1. I got engaged in August. Long story short, he asked me “How’s next summer?” We’re getting married next summer back in Home County and are very excited, but a little bit stressed about the planning.

2. I love-hate my boobs. They’re enormous, but the Rack of Doom (thanks Kate Harding for this term) just doesn’t fit in and stupid store bought dress, and frankly, neither does my fat ass. Why? Because apparently fat girls don’t get to shop off the rack – and I am totally not about to put half down (non-refundable) to order a dress is a size I haven’t tried on. So I’m considering dressmakers.

3. As a result, dissertation research is going slow. I had hoped to have a chapter done by now and I don’t. Boooo!

4. My (university owned) apartment has a water leak in one of the closets, and termites in the ceiling trusses – or maybe HAD – the termite guy is coming today.

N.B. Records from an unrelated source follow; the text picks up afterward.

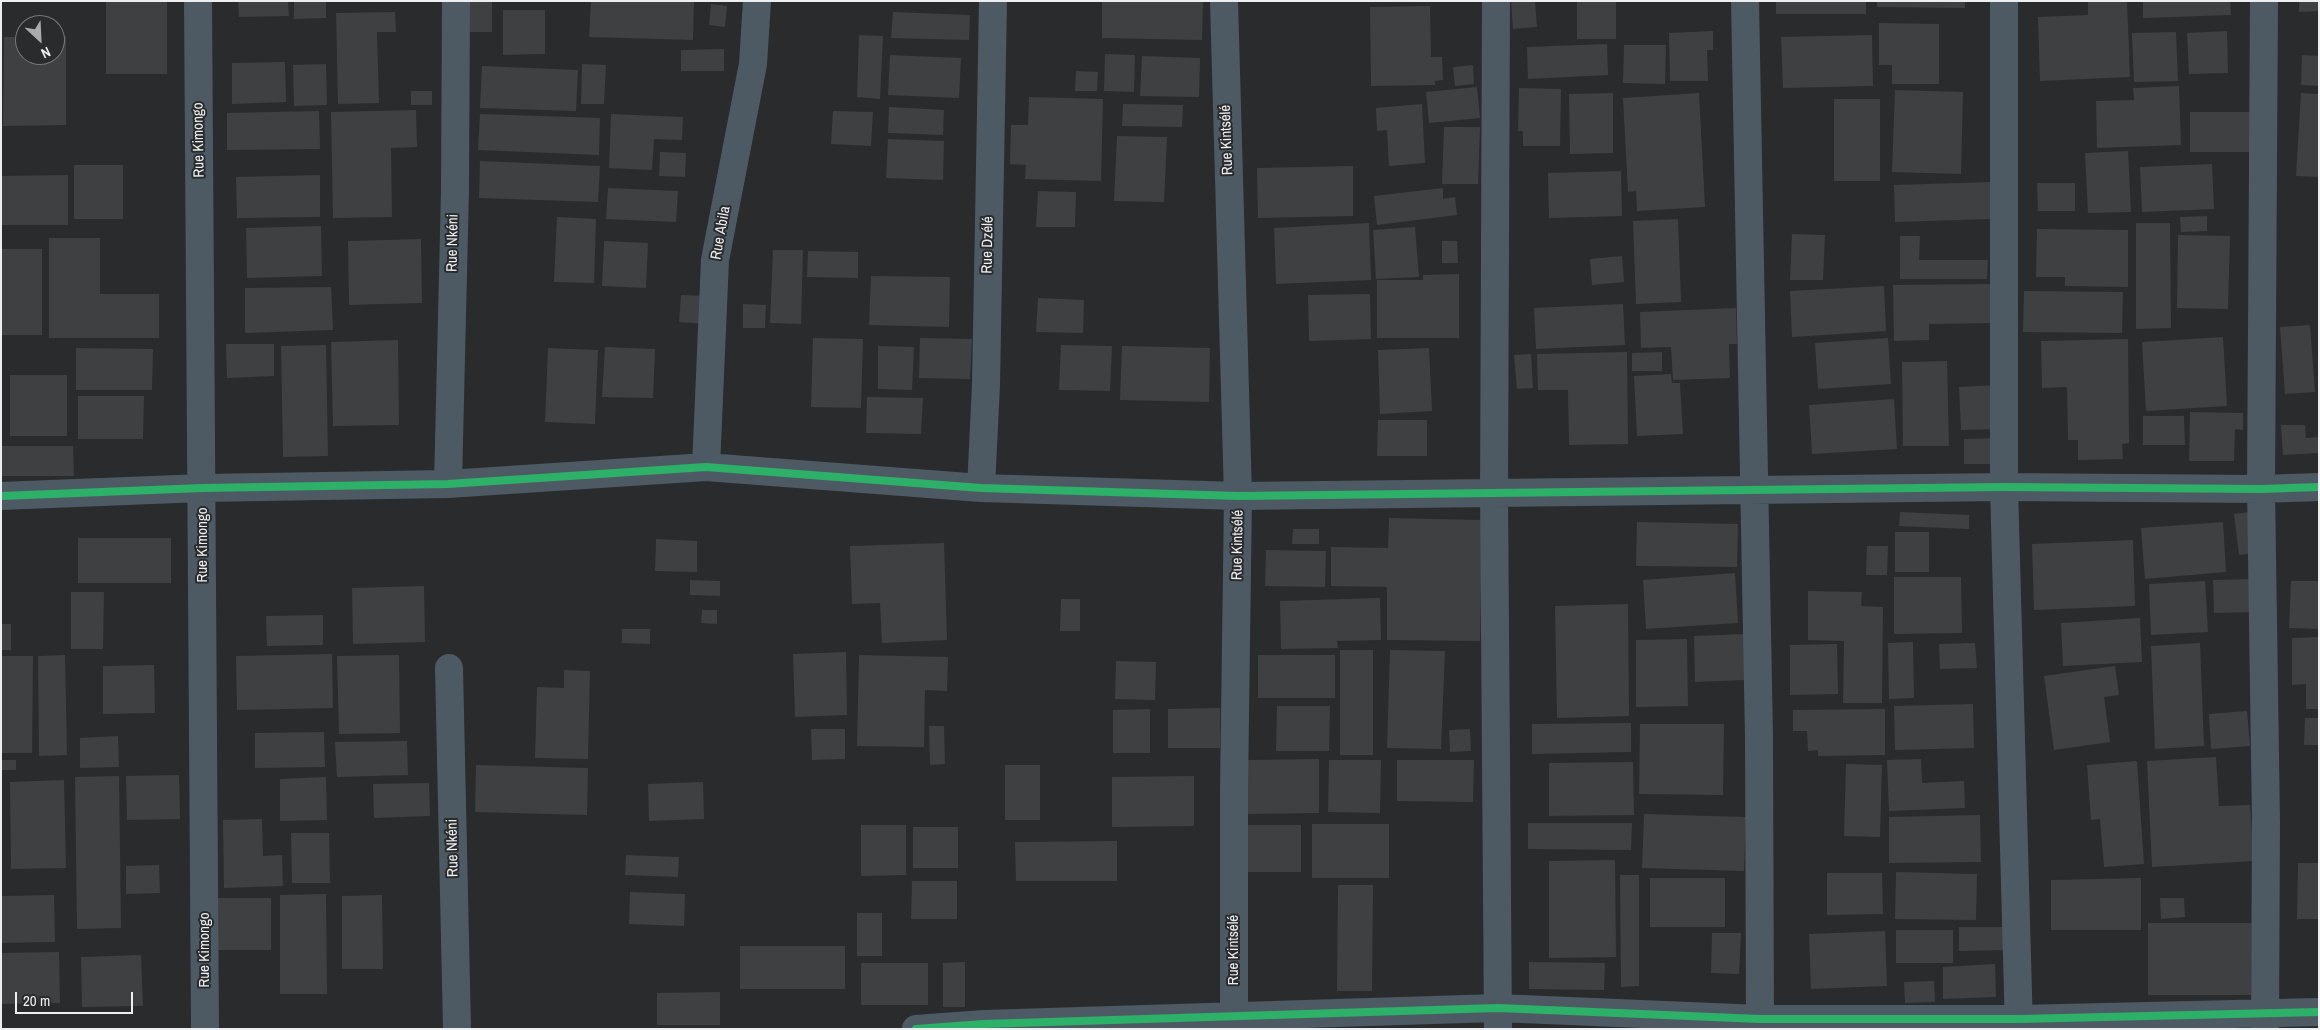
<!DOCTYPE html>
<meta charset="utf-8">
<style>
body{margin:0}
#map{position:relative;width:2320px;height:1030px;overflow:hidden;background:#2a2b2c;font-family:"Archivo Narrow",sans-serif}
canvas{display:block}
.frame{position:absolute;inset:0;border:2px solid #eceeef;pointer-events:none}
.north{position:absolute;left:15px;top:15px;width:50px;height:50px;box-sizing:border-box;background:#292b2d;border:1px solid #77797b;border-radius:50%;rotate:155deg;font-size:14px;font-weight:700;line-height:20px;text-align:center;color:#eceeef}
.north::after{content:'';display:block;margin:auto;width:18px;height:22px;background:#a8aaab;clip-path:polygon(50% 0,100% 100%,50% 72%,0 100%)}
.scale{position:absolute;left:15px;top:992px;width:118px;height:22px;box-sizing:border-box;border:2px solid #eceeef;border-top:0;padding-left:6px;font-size:15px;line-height:18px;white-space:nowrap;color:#eceeef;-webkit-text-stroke:4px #292b2d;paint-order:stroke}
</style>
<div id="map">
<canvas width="2320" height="1030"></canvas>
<div class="frame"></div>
<div class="north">N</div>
<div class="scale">20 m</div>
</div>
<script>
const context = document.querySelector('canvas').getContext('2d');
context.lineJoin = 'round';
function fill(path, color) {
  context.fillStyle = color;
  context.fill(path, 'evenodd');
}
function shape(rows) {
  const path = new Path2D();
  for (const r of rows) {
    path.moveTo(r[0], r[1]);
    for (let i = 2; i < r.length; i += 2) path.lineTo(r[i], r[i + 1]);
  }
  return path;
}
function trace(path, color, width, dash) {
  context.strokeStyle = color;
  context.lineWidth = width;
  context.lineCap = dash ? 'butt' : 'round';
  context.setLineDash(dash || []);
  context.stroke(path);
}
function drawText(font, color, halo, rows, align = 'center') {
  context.font = font + ' "Archivo Narrow",sans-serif';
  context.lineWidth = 4;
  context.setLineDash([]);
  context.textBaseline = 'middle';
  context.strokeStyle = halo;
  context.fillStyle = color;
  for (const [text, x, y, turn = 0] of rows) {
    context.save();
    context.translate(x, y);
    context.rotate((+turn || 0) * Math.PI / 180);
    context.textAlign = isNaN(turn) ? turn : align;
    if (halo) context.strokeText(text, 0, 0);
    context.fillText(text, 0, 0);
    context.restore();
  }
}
fill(shape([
 [106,1,167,1,167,74,106,74],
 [238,1,288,1,289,16,239,17],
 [294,1,326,1,326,18,294,19],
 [469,1,492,1,492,32,470,32],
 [591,1,694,1,693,40,589,37],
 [1102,1,1203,1,1202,40,1102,38],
 [1511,1,1535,1,1537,27,1513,29],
 [1577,1,1616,1,1616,39,1577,39],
 [1776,1,1866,1,1866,14,1776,14],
 [1877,1,1965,1,1965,8,1877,7],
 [2088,1,2127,1,2130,77,2040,81,2038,17,2088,15],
 [2143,1,2230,1,2231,15,2143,18],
 [2299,1,2319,1,2319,11,2299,12],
 [711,4,727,6,725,27,709,25],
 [1430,6,1431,57,1442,57,1443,80,1435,81,1435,85,1371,86,1370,7],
 [503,10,545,10,545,54,503,55],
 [395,12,396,32,377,32,379,103,338,104,336,13],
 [893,12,970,15,969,40,891,38],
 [1879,23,1939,24,1939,84,1892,84,1892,65,1879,65],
 [1713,31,1713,50,1707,50,1708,81,1670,81,1669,33],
 [2227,31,2228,73,2189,74,2187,33],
 [2176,32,2178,81,2134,82,2132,33],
 [859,35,883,36,880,99,857,97],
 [1872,35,1873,86,1783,88,1781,37],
 [55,36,66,36,66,125,3,126,4,37,25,37,25,55,55,55],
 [1607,44,1608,75,1528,79,1527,47],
 [1624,45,1666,45,1665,84,1623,83],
 [724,49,724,71,681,71,681,50],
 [1105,54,1135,55,1134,92,1104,91],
 [890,55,961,58,959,98,888,95],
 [2302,55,2319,56,2319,86,2301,85],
 [1142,56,1200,58,1199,97,1140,96],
 [285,62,286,102,232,104,232,63],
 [326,64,327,105,294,106,293,65],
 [582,64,606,65,604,104,581,104],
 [1473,65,1474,84,1455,86,1453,67],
 [482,66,578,70,576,111,480,108],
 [1076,71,1098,72,1097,91,1075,91],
 [2179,86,2181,145,2097,148,2096,101,2134,100,2133,88],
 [1477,87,1480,118,1429,123,1426,92],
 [1519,88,1561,89,1560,146,1523,146,1523,131,1518,131],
 [1895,90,1963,92,1961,174,1892,172],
 [411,91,432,91,432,105,411,105],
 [1613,93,1613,153,1570,154,1569,94],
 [1699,93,1705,207,1637,211,1636,191,1628,192,1623,98],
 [2301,93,2319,94,2319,177,2296,176],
 [1029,97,1103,99,1101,181,1025,179,1026,165,1010,164,1011,125,1028,125],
 [1834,99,1880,99,1880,181,1834,181],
 [1123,104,1183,105,1182,127,1122,126],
 [1422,104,1425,163,1389,166,1387,130,1377,131,1376,108],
 [889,107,944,110,943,135,888,133],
 [416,110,417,147,391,148,392,217,333,218,331,112],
 [319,111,320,149,227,150,227,113],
 [833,111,873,112,871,146,831,144],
 [2190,112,2254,112,2254,152,2190,152],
 [480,114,600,118,599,155,478,150],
 [611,114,683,117,682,140,654,139,652,170,609,168],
 [1444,127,1480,127,1478,184,1442,184],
 [1117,136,1167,137,1164,202,1114,201],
 [888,139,944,141,943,180,886,178],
 [2128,151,2131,212,2088,213,2085,153],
 [660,152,686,153,685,177,659,176],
 [480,161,600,166,598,202,479,198],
 [2212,164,2214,209,2142,212,2140,167],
 [74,165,123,165,123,219,74,219],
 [1353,166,1353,216,1258,218,1257,168],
 [1621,171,1622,216,1549,218,1548,173],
 [68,175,68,225,1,225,1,176],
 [320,175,320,217,237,218,236,177],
 [1991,182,1992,219,1895,222,1894,185],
 [2037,183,2075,183,2075,211,2038,211],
 [608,188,678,191,676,222,606,219],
 [1443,188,1443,199,1455,197,1457,215,1377,225,1374,196],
 [1038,191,1076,192,1075,227,1036,227],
 [2207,216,2207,231,2181,232,2180,217],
 [557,217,596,219,594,283,554,282],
 [1678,219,1681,302,1636,304,1633,221],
 [1369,223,1371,280,1276,284,1274,228],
 [2136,223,2170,223,2171,328,2136,329],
 [321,226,322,276,247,278,246,228],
 [1415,227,1419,277,1376,279,1373,230],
 [2037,229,2128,230,2128,287,2065,286,2065,277,2036,277],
 [1792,234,1825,235,1823,280,1790,280],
 [2178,235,2230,236,2228,309,2177,308],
 [1900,236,1920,236,1919,260,1988,260,1987,279,1900,279],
 [49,238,100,238,100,294,159,294,159,338,49,338],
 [421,239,422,303,349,305,348,241],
 [604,241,648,243,646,288,602,286],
 [1442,241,1457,241,1458,263,1442,263],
 [1,249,42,249,42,335,1,335],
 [773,250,803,250,801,324,770,323],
 [808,251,858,252,858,278,807,277],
 [1622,256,1624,282,1592,285,1590,259],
 [1459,274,1459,338,1377,338,1377,280,1423,280,1423,275],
 [871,276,950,277,949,327,869,325],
 [1994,284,1994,323,1929,324,1929,340,1894,341,1893,285],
 [1884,286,1886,331,1792,337,1790,291],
 [331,287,333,330,245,333,245,288],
 [2024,291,2123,292,2122,333,2023,332],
 [1370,294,1371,339,1309,341,1308,295],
 [681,295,708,296,707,324,679,322],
 [1038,298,1084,300,1083,333,1036,332],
 [743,304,766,305,765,328,743,328],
 [1623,304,1625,345,1536,349,1534,308],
 [1736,308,1737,344,1729,344,1730,378,1673,380,1671,347,1641,348,1640,312],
 [2310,325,2315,392,2285,394,2280,327],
 [2223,337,2227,406,2146,411,2142,342],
 [813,338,863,339,861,408,811,407],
 [920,338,972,339,970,379,919,378],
 [1888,338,1891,384,1818,389,1815,343],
 [2128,339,2129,443,2122,444,2123,459,2078,460,2078,440,2068,440,2067,387,2042,388,2041,341],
 [398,340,399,425,333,426,331,342],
 [226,344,274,344,274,376,227,378],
 [326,345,328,456,283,457,281,346],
 [1061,345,1112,346,1110,391,1059,390],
 [878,346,914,347,912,390,878,389],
 [1122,346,1210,348,1209,402,1120,400],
 [605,347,655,349,653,398,602,397],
 [76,348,153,349,152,390,76,390],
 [548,348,598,350,595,424,545,422],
 [1429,348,1432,411,1380,414,1378,350],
 [1627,352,1628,444,1569,445,1568,390,1538,390,1537,354],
 [1662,352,1662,371,1632,371,1632,353],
 [1531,354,1533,388,1517,389,1514,355],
 [1947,361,1949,446,1903,446,1902,362],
 [1671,374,1672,383,1680,383,1683,434,1637,436,1634,376],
 [10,375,67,375,67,436,10,436],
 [1996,385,1998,429,1961,430,1959,387],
 [78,396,144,396,143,439,78,439],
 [867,397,923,398,921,434,866,433],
 [1894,399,1897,449,1812,454,1809,405],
 [2190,412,2243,413,2243,430,2235,429,2234,461,2189,461],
 [2143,416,2184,416,2185,445,2143,445],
 [1378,420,1427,420,1427,456,1377,456],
 [2281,425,2305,425,2306,438,2319,437,2319,453,2283,455],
 [1999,438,2000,464,1964,464,1964,439],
 [1,446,73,446,74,476,1,476],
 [1900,512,1969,515,1969,529,1899,526],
 [2249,512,2255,553,2239,555,2234,514],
 [1389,518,1482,520,1480,641,1387,640,1387,587,1331,586,1331,547,1388,548],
 [1637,522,1738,524,1737,567,1636,566],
 [2223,522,2226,572,2145,579,2141,528],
 [1293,529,1319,529,1319,544,1292,544],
 [1895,532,1929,532,1929,572,1895,572],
 [78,538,171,538,171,583,78,583],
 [656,539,697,541,697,572,655,571],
 [2133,540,2135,606,2034,610,2032,544],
 [944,543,947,640,882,643,880,603,852,604,850,546],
 [1867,546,1888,546,1887,575,1866,575],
 [1266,550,1326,551,1325,587,1265,586],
 [1735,573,1738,623,1646,629,1643,580],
 [1894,577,1961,577,1962,633,1894,634],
 [2252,579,2253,612,2214,613,2213,580],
 [690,580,720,581,720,596,690,595],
 [2205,581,2208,632,2151,635,2149,584],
 [2291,581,2319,581,2319,629,2289,628],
 [424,586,425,642,353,644,352,588],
 [1808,591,1862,592,1861,606,1883,607,1882,703,1843,703,1844,641,1808,640],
 [71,592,104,592,103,649,71,649],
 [1380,598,1381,640,1337,641,1338,648,1281,649,1280,601],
 [1061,599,1080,599,1080,631,1060,631],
 [1628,604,1629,716,1557,718,1555,606],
 [702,610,717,610,717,624,701,623],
 [323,615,323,645,267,646,266,616],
 [2140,618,2142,662,2063,666,2061,623],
 [1,624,11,624,11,650,1,650],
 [622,629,650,629,650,644,622,643],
 [1745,634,1746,680,1695,682,1694,636],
 [2319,637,2319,709,2306,709,2306,684,2292,685,2292,638],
 [1687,639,1688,706,1636,707,1636,640],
 [1913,642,1914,698,1889,699,1888,643],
 [1975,643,1977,668,1940,669,1939,644],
 [2200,643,2204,746,2155,749,2151,646],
 [1837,644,1838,694,1790,695,1790,645],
 [1340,650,1373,650,1373,755,1340,755],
 [1390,650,1445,651,1441,749,1387,748],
 [846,652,847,715,795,717,793,654],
 [332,654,333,708,237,710,236,656],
 [65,655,67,755,39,756,38,656],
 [399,655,400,733,339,734,337,656],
 [859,655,948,657,947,691,925,690,924,747,857,746],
 [1258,655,1335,655,1335,698,1258,698],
 [1,656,33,656,32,753,1,753],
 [1116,661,1156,662,1155,700,1115,699],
 [154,665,155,713,103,714,103,666],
 [2115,666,2119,695,2104,697,2110,742,2054,750,2044,676],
 [564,670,590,671,588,759,535,758,537,687,564,688],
 [1973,704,1974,748,1895,750,1894,706],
 [1277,706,1330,706,1329,751,1276,751],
 [1220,708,1220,748,1168,748,1168,709],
 [1150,709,1150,753,1113,753,1113,710],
 [1885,709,1885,755,1818,756,1818,750,1808,751,1807,731,1793,731,1793,710],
 [2247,711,2250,746,2211,749,2209,714],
 [2305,718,2319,718,2319,745,2304,745],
 [1631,723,1631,752,1532,754,1532,724],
 [1640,724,1724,724,1723,795,1639,794],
 [929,726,944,726,945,764,930,765],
 [811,729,845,729,845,759,812,760],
 [1470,729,1471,751,1450,752,1449,730],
 [324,732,325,767,255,768,255,733],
 [118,736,119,767,80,768,80,738],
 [407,741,408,775,337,777,335,742],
 [2216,757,2219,806,2250,805,2254,861,2152,867,2147,761],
 [1319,759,1319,813,1246,814,1247,760],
 [1921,759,1922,783,1964,781,1965,808,1889,811,1887,760],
 [1,760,16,760,16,770,1,770],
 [1329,760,1381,760,1380,813,1328,812],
 [1397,760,1474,760,1473,802,1397,801],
 [2137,761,2144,864,2104,867,2100,819,2091,820,2087,765],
 [1633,762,1634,815,1549,816,1549,763],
 [1846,764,1882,765,1880,837,1844,836],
 [476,765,588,768,587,815,475,812],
 [1005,765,1040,765,1040,820,1005,820],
 [179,775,180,819,127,820,126,776],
 [119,776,121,928,77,929,75,777],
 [1194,776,1194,826,1112,827,1112,777],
 [326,777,327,820,280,821,280,779],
 [64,780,66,868,11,869,10,782],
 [703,782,704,819,649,821,648,784],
 [429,783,430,816,374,818,373,784],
 [1644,814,1746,817,1744,871,1642,868],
 [1980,815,1981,862,1889,863,1889,817],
 [262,819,263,856,282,855,283,886,224,888,223,820],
 [1528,823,1632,823,1631,850,1528,849],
 [1312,824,1389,824,1389,878,1312,878],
 [861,825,906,825,906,875,861,876],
 [1244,825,1301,825,1301,872,1244,872],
 [913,827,958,827,958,868,913,868],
 [291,833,329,833,330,883,292,883],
 [1117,841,1117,881,1016,881,1015,842],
 [626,855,679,857,678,877,625,875],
 [1615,860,1616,957,1549,958,1549,861],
 [2298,863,2319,863,2319,919,2297,919],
 [159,865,160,893,126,894,126,866],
 [1896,872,1977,874,1976,920,1895,919],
 [1827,873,1882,873,1883,914,1827,915],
 [1620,875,1639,875,1639,986,1621,987],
 [1650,878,1725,878,1725,927,1650,927],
 [2141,878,2141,930,2051,930,2051,880],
 [912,881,957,881,957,919,911,919],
 [1338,885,1373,885,1372,991,1337,991],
 [630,892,685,894,684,926,629,924],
 [326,894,327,994,280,994,280,895],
 [54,895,55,942,1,943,1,896],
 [382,895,383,969,342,969,342,896],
 [217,898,271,898,271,950,217,950],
 [2160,898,2184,898,2185,917,2161,919],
 [857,913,882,913,882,956,857,956],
 [2148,923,2252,923,2251,995,2148,995],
 [1959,927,2008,927,2008,950,1959,951],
 [1896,930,1953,930,1953,963,1896,963],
 [1885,931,1887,986,1811,989,1809,934],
 [1712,933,1741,933,1739,974,1711,973],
 [740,946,845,946,845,989,740,989],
 [59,952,60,1003,1,1004,1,953],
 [141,955,143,1006,82,1007,81,957],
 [965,962,965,1007,943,1007,943,963],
 [1529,962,1605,963,1604,990,1529,989],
 [861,963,928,963,928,1005,861,1005],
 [1995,964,1996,997,1943,999,1943,967],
 [1934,981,1935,1002,1905,1003,1904,982],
 [720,992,720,1025,657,1025,657,993]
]), '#3f4041');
trace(shape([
 [198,1,205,1029],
 [1224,1,1238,496,1234,790,1234,1029],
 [1496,1,1494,492,1498,1029],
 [1745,1,1759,737,1760,1029],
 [2004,1,2004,487,2019,1029],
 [2264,1,2261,489,2266,822,2265,1029],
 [706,467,715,260,753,64,757,1],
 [448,484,455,190,456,1],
 [981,488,986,385,993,1],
 [1,496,202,488,448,484,706,467,981,488,1238,496,2004,487,2261,489,2319,487],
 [449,668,457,1029],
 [916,1029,984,1024,1498,1008,1760,1019,2019,1019,2319,1012]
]), '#4d5a64', 28);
trace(shape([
 [1,496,202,488,448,484,706,467,981,488,1238,496,2004,487,2261,489,2319,487],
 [916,1029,984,1024,1498,1008,1760,1019,2019,1019,2319,1012]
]), '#2db169', 8);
drawText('15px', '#eceeef', '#292b2d', [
 ["Rue Kimongo",199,140,-91],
 ["Rue Kintsélé",1227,140,-92],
 ["Rue Abila",721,233,-80],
 ["Rue Nkéni",453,243,-89],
 ["Rue Dzélé",988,245,-89],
 ["Rue Kimongo",203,545,-90],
 ["Rue Kintsélé",1238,545,-89],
 ["Rue Nkéni",453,848,-91],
 ["Rue Kimongo",205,950,-90],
 ["Rue Kintsélé",1234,950,-90]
]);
</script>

5. I once worked as a nanny for a Jewish family and had a discussion with the father about the smashing of a glass at a Jewish wedding. M- said almost nonchalantly that it served as a reminder of the destruction of the Temple and earthly suffering, and as a reminder to participate in Tikkun Olam, the healing or mending of the world. I like  these explanations, and as my dissertation is largely about the destruction of the Temple, I am considering adding this to our ceremony. I am not sure how my fiance will react to this proposition.

(NB although I am a scholar of religion, and even to a certain extent, of ancient Judaism, I am not actually familiar with the development of this tradition.)

6. I am struggling with another fellowship application. I’m trying to abstract my diss to 200 words (!!) THAT’S NOT FAIR and I’m trying to find the most eloquent way to express the relevance of my project to the study of religious values (which has not been required of any other application I’ve submitted so far).  **sigh**

7. In the event that any readers of In the Pink have clicked here after reading my comments, Hello!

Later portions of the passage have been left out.